Directed-energy weapons (DEW) can engage targets at the speed of light, and use an intense beam of light to cut through the target, leading to structural failure or more impactful results if the warhead is targeted.

The DragonFire weapon system is the result of a £100m ($126.7m) joint investment by the MoD and industry that stretches back to 2017, when the MoD’s Chief Scientific Advisor’s Research Programme awarded a £30m contract to the DragonFire consortium to demonstrate the potential of LWSs.

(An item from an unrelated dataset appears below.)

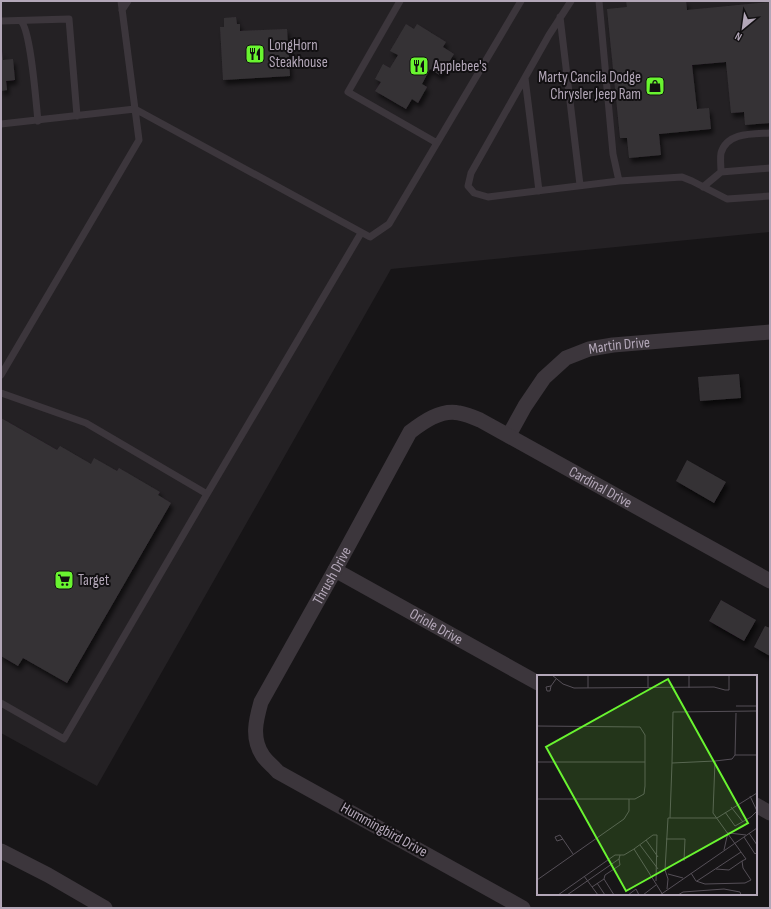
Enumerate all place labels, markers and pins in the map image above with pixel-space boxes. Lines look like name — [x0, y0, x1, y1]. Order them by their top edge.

Photo of the DragonFire LWS. Credit: UK MoD.

Indeed, though the potential benefits of DEWs in terms of cost-saving, logistics, and accuracy have long been extolled by technical specialists around the globe, it is only in recent years that militaries such as China, Israel, Russia, the UK, and the US have finally been capable of fielding those technologies through integration with existing platforms or capabilities.

In September last year, the German Navy concluded its laser weapon demonstrator trials. The LWS was integrated onto FGS Sachsen since June 2022, and achieved the first successful test firing in the Baltic four months later, the LWS has been fired more than 100 times.

Now the German Government is looking to build on those efforts to deploy a more compact and readily deployable version of the system.